Homélie prononcée par Mgr Luc Crepy, évêque du Puy-en-Velay, pour le 3è dimanche de carême, le 24 mars 2019 en la cathédrale Notre-Dame de l’Annonciation.

Face à des catastrophes naturelles comme la chute de la tour de Siloé ou des exactions humaines comme le massacre des Galiléens par Pilate, la question se pose hier comme aujourd’hui : est-ce que Dieu a voulu ces maux pour les hommes, est-ce qu’à travers ces évènements dramatiques Dieu a voulu punir les pécheurs ?

Souvent on a attribué à Dieu de tels évènements : la peste au Moyen Age, les tsunamis aujourd’hui, les guerres etc… Jésus répond fermement : pas du tout ! Que l’on soit de grands pécheurs ou des hommes justes, Dieu ne fait pas périr ainsi. Dieu ne veut pas le malheur. Dieu n’est pas un grand magicien qui ordonne des catastrophes. Par contre Jésus invite fermement à la conversion des pécheurs. « Si vous ne vous convertissez pas, vous périrez tous de même. » (Lc 13,5)

Face à ces questions difficiles, l’évangéliste ajoute une parabole de Jésus : celle du vigneron et du figuier stérile. Le maître du figuier qui n’obtient pas de figues veut couper cet arbre inutile et improductif mais le vigneron intercède : « je vais mettre du fumier et peut-être donnera-t-il du fruit ?  » Image de la miséricorde qui nous renvoie à l’attitude de Dieu vis-à-vis des pécheurs que nous sommes. Le Seigneur dans sa Miséricorde, nous laisse une chance, nous encourage à bécher nos terrains stériles pour qu’enfin nous donnions du fruit. Voilà l’image de notre Dieu, un Dieu miséricordieux, celui que nous révèle Jésus : « je ne suis pas venu pour les bien portants mais pour les pécheurs » (Mc 2,17). Pourquoi Dieu accablerait-il alors les pécheurs ? Au contraire Il cherche à les relever, à leur permettre de se convertir.

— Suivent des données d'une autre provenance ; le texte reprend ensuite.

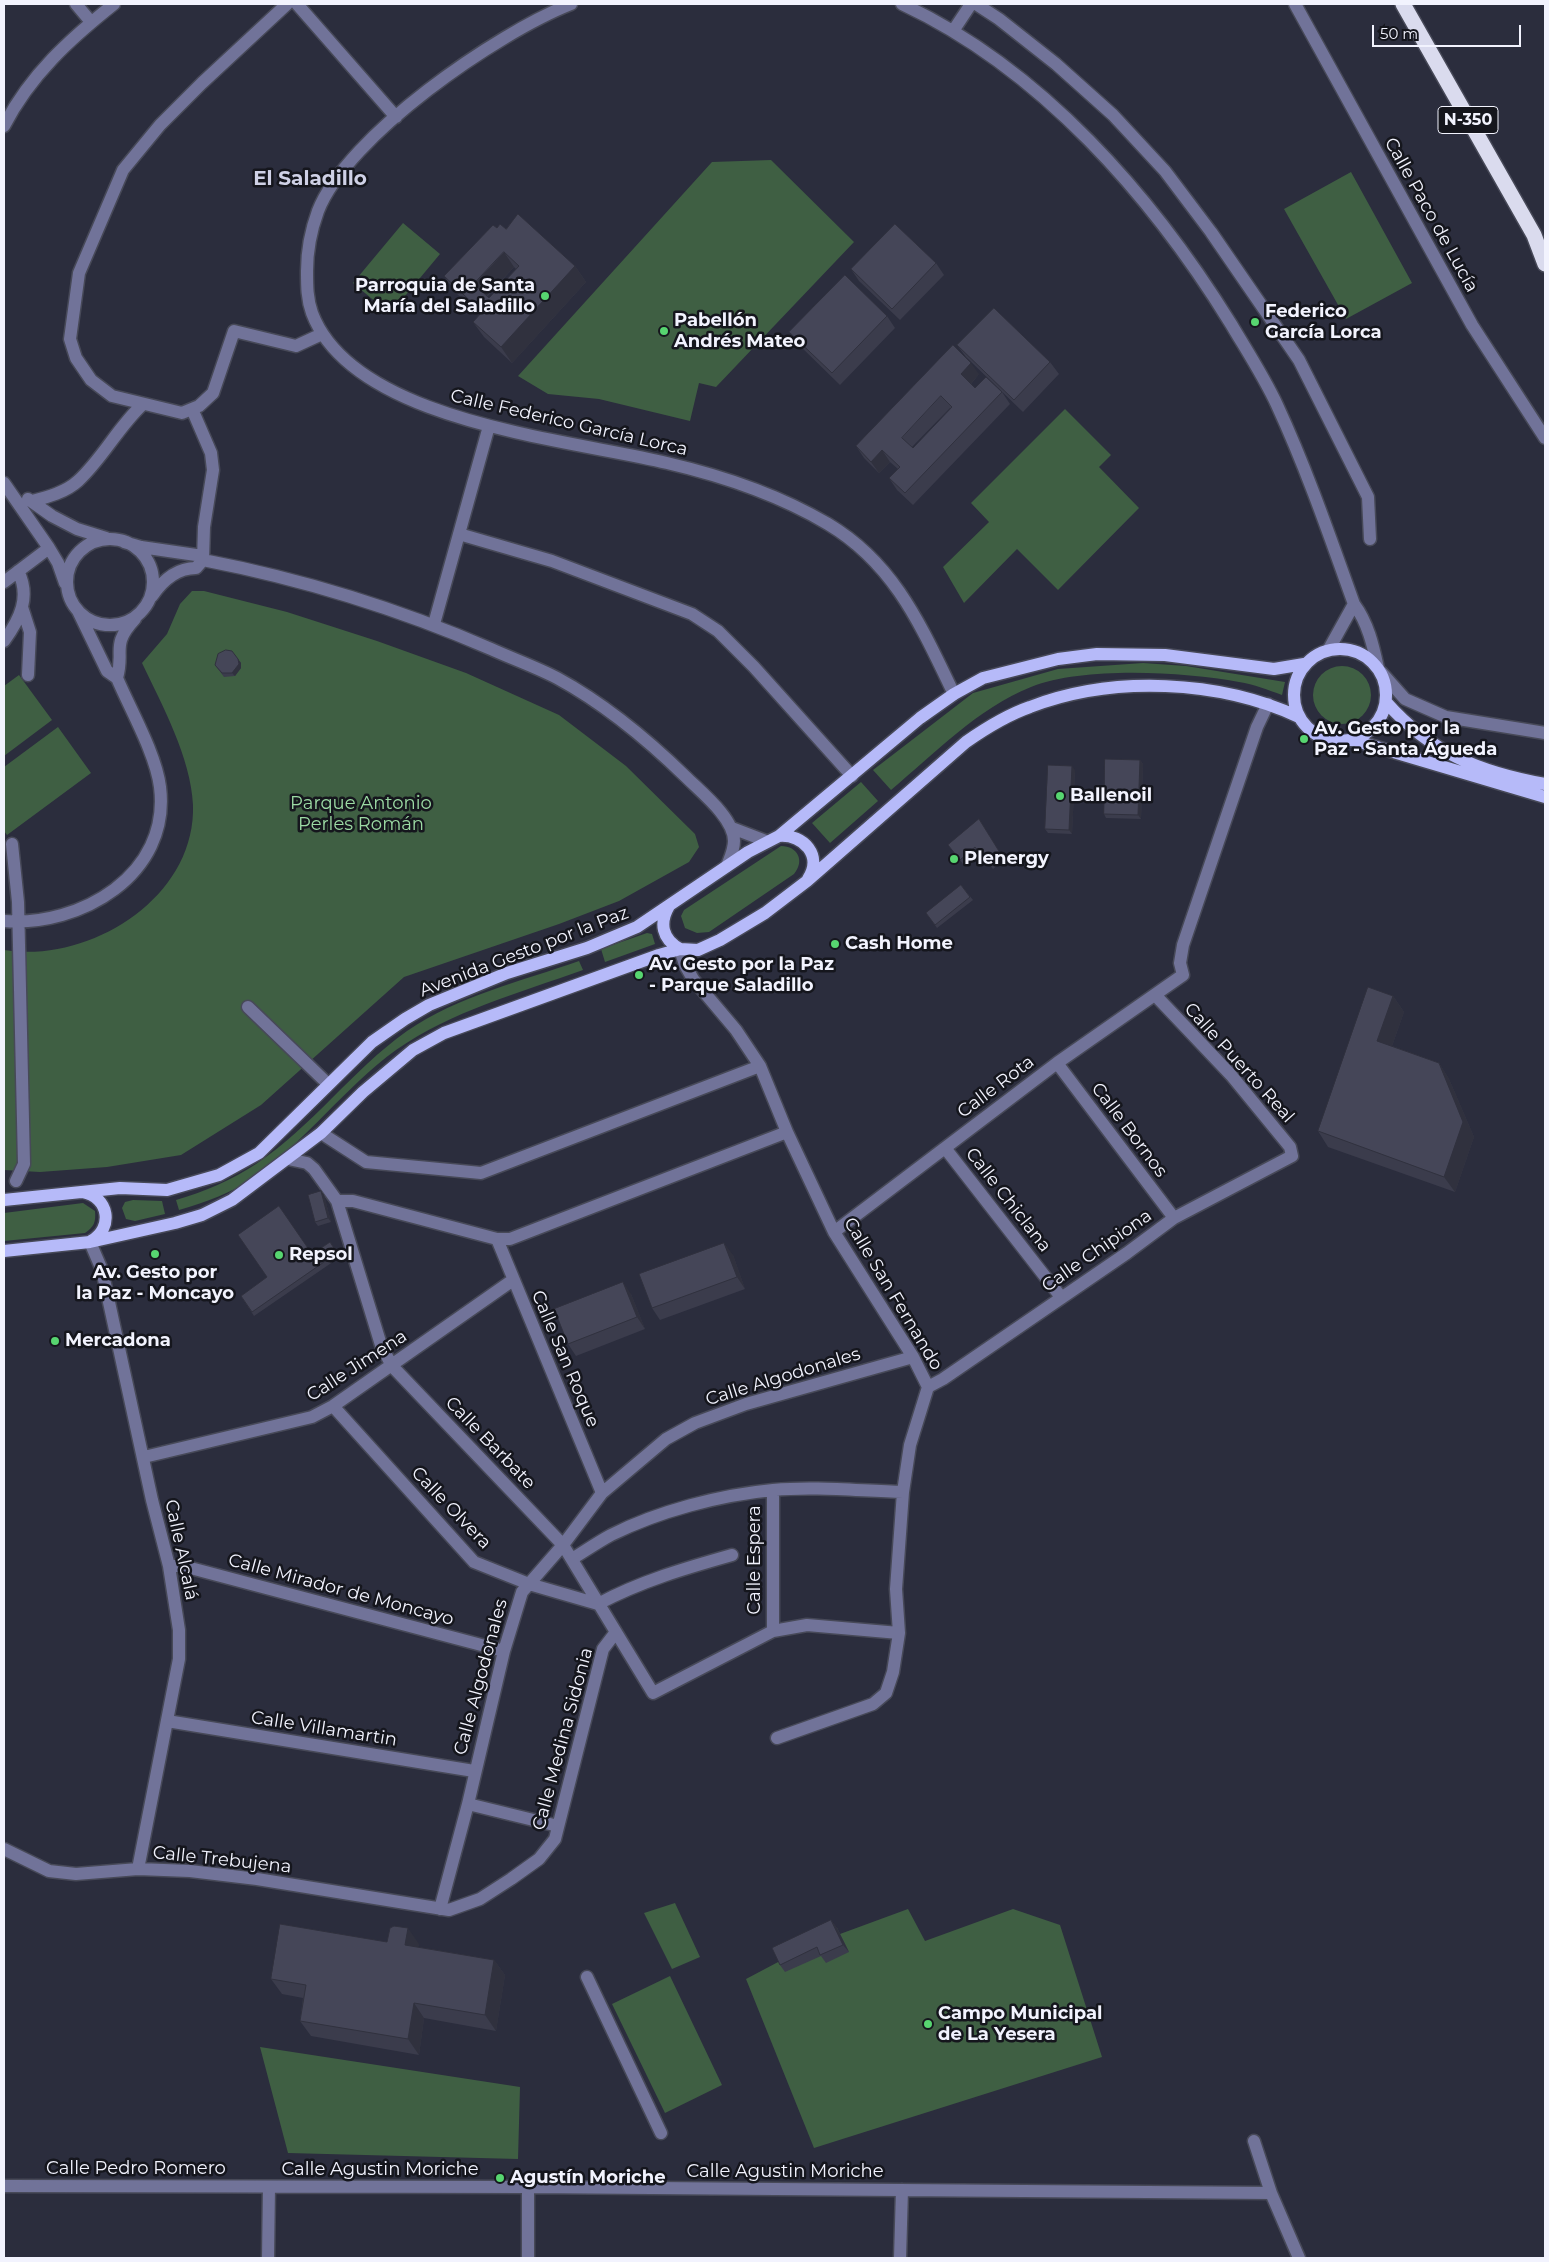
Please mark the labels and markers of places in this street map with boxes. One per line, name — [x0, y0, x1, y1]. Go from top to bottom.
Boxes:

Dans la prière d’ouverture de la messe, nous demandions : « Tu es la source de toute bonté, Seigneur, et toute miséricorde vient de toi… nous avons conscience de nos fautes, patiemment relève-nous avec amour ». Le Carême est ce temps de conversion où il nous faut accueillir Dieu, non pas comme nous l’imaginons – faisant des images qui le rendent responsable de tous les maux de la terre – mais comme Il se révèle lui-même à nous. Ne nous trompons pas sur le visage de Dieu !

Ainsi, il est bon de méditer sur cette grande théophanie du livre de l’Exode. Moïse va découvrir qui est Dieu. A travers ce buisson en feu qui brûle sans se consumer, Moïse fait l’expérience de Dieu qui se révèle à lui. C’est à la fois l’expérience que l’on n’approche pas de Dieu n’importe comment : expérience de la sainteté de Dieu « N’approche pas d’ici. Retire tes sandales de tes pieds, car le lieu où tu te tiens est une terre sainte ! » (Ex 3,5) Expérience de la sainteté de Dieu car Lui seul peut se révéler à nous. C’est aussi l’expérience de la proximité de Dieu, une proximité surprenante, une proximité qui nous dit quelle est la sainteté de Dieu : « J’ai vu, oui, j’ai vu la misère de mon peuple qui est en Égypte, et j’ai entendu ses cris sous les coups des surveillants. Oui, je connais ses souffrances. Je suis descendu pour le délivrer de la main des Égyptiens et le faire monter de ce pays vers un beau et vaste pays, vers un pays, ruisselant de lait et de miel. » (Ex 3,7-8)

Dieu, qui se révèle à Moïse, voit, entend, et connait la misère, les souffrances de son peuple. Dieu se révèle comme un Dieu d’amour, de compassion, de miséricorde. Dieu ne se réjouit pas de l’accablement de son peuple mais veut le délivrer, afin de lui faire vivre une Pâque c’est-à-dire un passage de l’esclavage à la liberté.

Voilà le visage de Dieu qui se révèle dès le début de la Bible avec la délivrance du peuple d’Israël. Le visage de Dieu s’incarne dans le visage du Christ qui nous révèle la miséricorde du Père. Se convertir, c’est ôter les fausses images de Dieu de notre cœur et accueillir en nous la présence de Dieu, une présence miséricordieuse et aimante, révélée pleinement par son Fils, dans l’Esprit.